**Work item**
Among the entries below, how many lines hold the word "fabs"? Reply with the number only.

**Data provided**
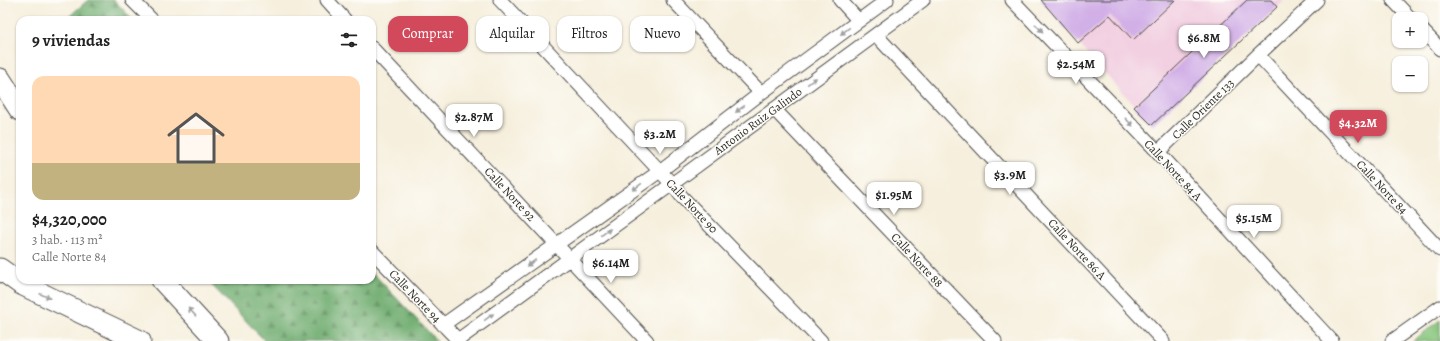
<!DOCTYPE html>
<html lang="es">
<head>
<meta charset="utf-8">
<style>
	body { margin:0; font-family:Alegreya,serif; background:#f6f6f6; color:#222; height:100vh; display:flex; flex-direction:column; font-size:15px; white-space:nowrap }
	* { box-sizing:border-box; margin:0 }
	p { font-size:13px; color:#767676 }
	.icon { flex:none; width:22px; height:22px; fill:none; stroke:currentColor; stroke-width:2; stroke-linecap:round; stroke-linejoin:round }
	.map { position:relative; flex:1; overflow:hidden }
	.sheet { position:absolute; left:16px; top:16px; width:360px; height:268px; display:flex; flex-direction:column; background:#fff; border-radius:12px; box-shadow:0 1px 3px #0004 }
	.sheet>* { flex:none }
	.hud { position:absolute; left:388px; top:16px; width:380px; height:36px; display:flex; gap:8px }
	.fabs { position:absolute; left:1392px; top:12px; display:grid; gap:8px }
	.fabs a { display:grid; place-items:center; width:36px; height:36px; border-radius:8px; background:#fff; box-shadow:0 1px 3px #0004; font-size:20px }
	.price { position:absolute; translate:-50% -34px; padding:0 9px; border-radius:8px; background:#fff; color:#222; font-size:13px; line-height:26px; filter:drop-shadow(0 1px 2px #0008) }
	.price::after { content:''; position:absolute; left:50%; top:24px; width:12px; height:9px; margin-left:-6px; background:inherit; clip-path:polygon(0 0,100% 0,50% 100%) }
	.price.current { background:#d1495b; color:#fff }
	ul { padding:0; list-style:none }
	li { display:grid; align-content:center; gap:8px; height:212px; padding:0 16px }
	li span { display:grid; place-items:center; height:124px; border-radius:12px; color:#555 }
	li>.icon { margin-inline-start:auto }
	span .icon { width:72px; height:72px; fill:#fffc; stroke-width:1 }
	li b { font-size:17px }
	h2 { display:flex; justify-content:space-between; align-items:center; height:48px; padding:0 16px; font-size:17px }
	.chip { padding:0 14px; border-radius:12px; background:#fff; box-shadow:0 1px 3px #0004; font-size:14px; line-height:36px }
	.chip.current { background:#d1495b; color:#fff }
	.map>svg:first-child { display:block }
	.built { fill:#f2cfe1 }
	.forest { fill:url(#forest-firs); stroke:#4c6a4c }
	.park { fill:#86c57c; stroke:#587854 }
	.building { fill:#d1afe7 }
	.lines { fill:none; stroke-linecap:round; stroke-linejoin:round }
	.minor-casing { stroke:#494846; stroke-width:15 }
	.primary-casing { stroke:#494846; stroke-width:23 }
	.minor { stroke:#fff; stroke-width:13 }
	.primary { stroke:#fff; stroke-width:21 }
	.oneway { fill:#a0a0a0 }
	.labels { text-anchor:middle; stroke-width:3; stroke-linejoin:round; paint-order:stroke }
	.street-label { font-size:12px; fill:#2b2b2b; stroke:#fdfcf7 }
</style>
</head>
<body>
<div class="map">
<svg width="1440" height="341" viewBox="0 0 1440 341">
	<defs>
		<pattern id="forest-firs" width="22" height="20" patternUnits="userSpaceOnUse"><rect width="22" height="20" fill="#6caa6c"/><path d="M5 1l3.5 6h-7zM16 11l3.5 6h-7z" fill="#598b59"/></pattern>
	</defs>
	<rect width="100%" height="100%" fill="#fdfcf7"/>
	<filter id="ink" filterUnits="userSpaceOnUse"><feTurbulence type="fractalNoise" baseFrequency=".025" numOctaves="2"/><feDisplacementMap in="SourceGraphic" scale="8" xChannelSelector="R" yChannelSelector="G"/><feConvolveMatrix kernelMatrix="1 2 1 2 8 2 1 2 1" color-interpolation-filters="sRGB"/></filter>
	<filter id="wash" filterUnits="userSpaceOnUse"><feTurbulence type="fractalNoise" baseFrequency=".012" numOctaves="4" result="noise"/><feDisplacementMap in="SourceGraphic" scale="16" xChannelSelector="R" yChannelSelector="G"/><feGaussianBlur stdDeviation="0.9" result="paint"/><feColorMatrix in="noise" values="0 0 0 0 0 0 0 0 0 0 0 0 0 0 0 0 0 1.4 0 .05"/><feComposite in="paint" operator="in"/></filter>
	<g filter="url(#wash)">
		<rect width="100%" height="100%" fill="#f6efdd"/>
		<!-- built -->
		<path class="built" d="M 1127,0 L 1285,0 L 1152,125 L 1078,43 Z"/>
		<!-- forest -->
		<path class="forest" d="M 88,0 L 114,0 L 133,20 L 65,20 Z
			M 372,272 L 437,341 L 265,341 L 207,280 L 372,280 Z"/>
		<!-- park -->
		<path class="park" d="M 1440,320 L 1440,341 L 1413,341 Z"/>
		<g id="blocks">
			<!-- building -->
			<path class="building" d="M 1041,0 L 1175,0 L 1133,40 L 1110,15 L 1078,43 Z
				M 1247,0 L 1271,0 L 1277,7 L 1152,125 L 1134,107 Z"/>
		</g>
	</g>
	<g filter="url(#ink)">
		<use href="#blocks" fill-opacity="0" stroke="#494846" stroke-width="1"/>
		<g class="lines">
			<!-- minor casing -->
			<g class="minor-casing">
				<path id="minor" d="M 132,0 L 152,20
					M 327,0 L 345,20
					M 500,0 L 672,184 L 682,197 L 821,341
					M 673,0 L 761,93
					M 840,0 L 859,21
					M 1012,0 L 1158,152 L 1332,341
					M 1393,0 L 1411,19
					M 1421,29 L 1440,49
					M 876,35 L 1163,341
					M 372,48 L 647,341
					M 1258,55 L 1440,250
					M 774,109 L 995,341
					M 1158,152 L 1258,55 L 1317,0
					M 372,251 L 459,341
					M 443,325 L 660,171 L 761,93 L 887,0
					M 458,340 L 672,184 L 923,0
					M 1392,341 L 1440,307"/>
			</g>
			<!-- primary casing -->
			<g class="primary-casing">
				<path id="primary" d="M 0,79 L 20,110
					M 0,269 L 21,284 L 140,341
					M 162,280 L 218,341"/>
			</g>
			<!-- minor -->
			<use href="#minor" class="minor"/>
			<!-- primary -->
			<use href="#primary" class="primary"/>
		</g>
		<!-- one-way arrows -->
		<defs><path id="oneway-solid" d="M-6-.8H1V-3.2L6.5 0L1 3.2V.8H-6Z"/></defs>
		<g class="oneway">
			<use href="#oneway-solid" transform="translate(1039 28) rotate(46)"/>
			<use href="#oneway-solid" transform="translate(845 31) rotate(143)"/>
			<use href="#oneway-solid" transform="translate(812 81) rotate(-36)"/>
			<use href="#oneway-solid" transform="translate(740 109) rotate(143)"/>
			<use href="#oneway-solid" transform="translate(1129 122) rotate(46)"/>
			<use href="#oneway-solid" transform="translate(637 187) rotate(144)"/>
			<use href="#oneway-solid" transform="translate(606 232) rotate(-36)"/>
			<use href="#oneway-solid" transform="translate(531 263) rotate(145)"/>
			<use href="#oneway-solid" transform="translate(45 296) rotate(25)"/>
			<use href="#oneway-solid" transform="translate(192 312) rotate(-133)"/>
			<use href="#oneway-solid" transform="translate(489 317) rotate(-36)"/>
		</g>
	</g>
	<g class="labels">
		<!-- street labels -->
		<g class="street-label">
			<text transform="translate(1203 109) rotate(-44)" y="4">Calle Oriente 133</text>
			<text transform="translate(758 121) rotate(-36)" y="4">Antonio Ruiz Galindo</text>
			<text transform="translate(1173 170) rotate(47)" y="4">Calle Norte 84 A</text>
			<text transform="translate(1382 187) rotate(47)" y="4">Calle Norte 84</text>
			<text transform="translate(510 194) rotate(47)" y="4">Calle Norte 92</text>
			<text transform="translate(692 206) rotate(47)" y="4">Calle Norte 90</text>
			<text transform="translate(1077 249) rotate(47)" y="4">Calle Norte 86 A</text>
			<text transform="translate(917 260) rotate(47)" y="4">Calle Norte 88</text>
			<text transform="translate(415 296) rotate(46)" y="4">Calle Norte 94</text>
		</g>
	</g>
</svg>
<div class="fabs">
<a>+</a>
<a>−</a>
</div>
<b class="price" style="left:1204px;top:59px">$6.8M</b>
<b class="price" style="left:1076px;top:85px">$2.54M</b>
<b class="price" style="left:474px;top:138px">$2.87M</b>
<b class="price current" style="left:1358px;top:144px">$4.32M</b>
<b class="price" style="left:660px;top:155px">$3.2M</b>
<b class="price" style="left:1010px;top:196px">$3.9M</b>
<b class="price" style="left:894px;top:216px">$1.95M</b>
<b class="price" style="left:1254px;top:239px">$5.15M</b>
<b class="price" style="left:611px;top:284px">$6.14M</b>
<div class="hud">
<a class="chip current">Comprar</a>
<a class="chip">Alquilar</a>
<a class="chip">Filtros</a>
<a class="chip">Nuevo</a>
</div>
<section class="sheet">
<h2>9 viviendas<svg class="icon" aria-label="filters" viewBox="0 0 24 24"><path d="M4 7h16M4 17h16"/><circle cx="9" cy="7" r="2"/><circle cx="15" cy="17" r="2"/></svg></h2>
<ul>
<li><span style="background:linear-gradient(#ffd9b3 70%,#c2b280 0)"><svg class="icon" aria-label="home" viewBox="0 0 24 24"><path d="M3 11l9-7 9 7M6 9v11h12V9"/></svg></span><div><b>$4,320,000</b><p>3 hab. · 113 m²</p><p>Calle Norte 84</p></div></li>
</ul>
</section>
</div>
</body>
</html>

**Answer to this problem**
3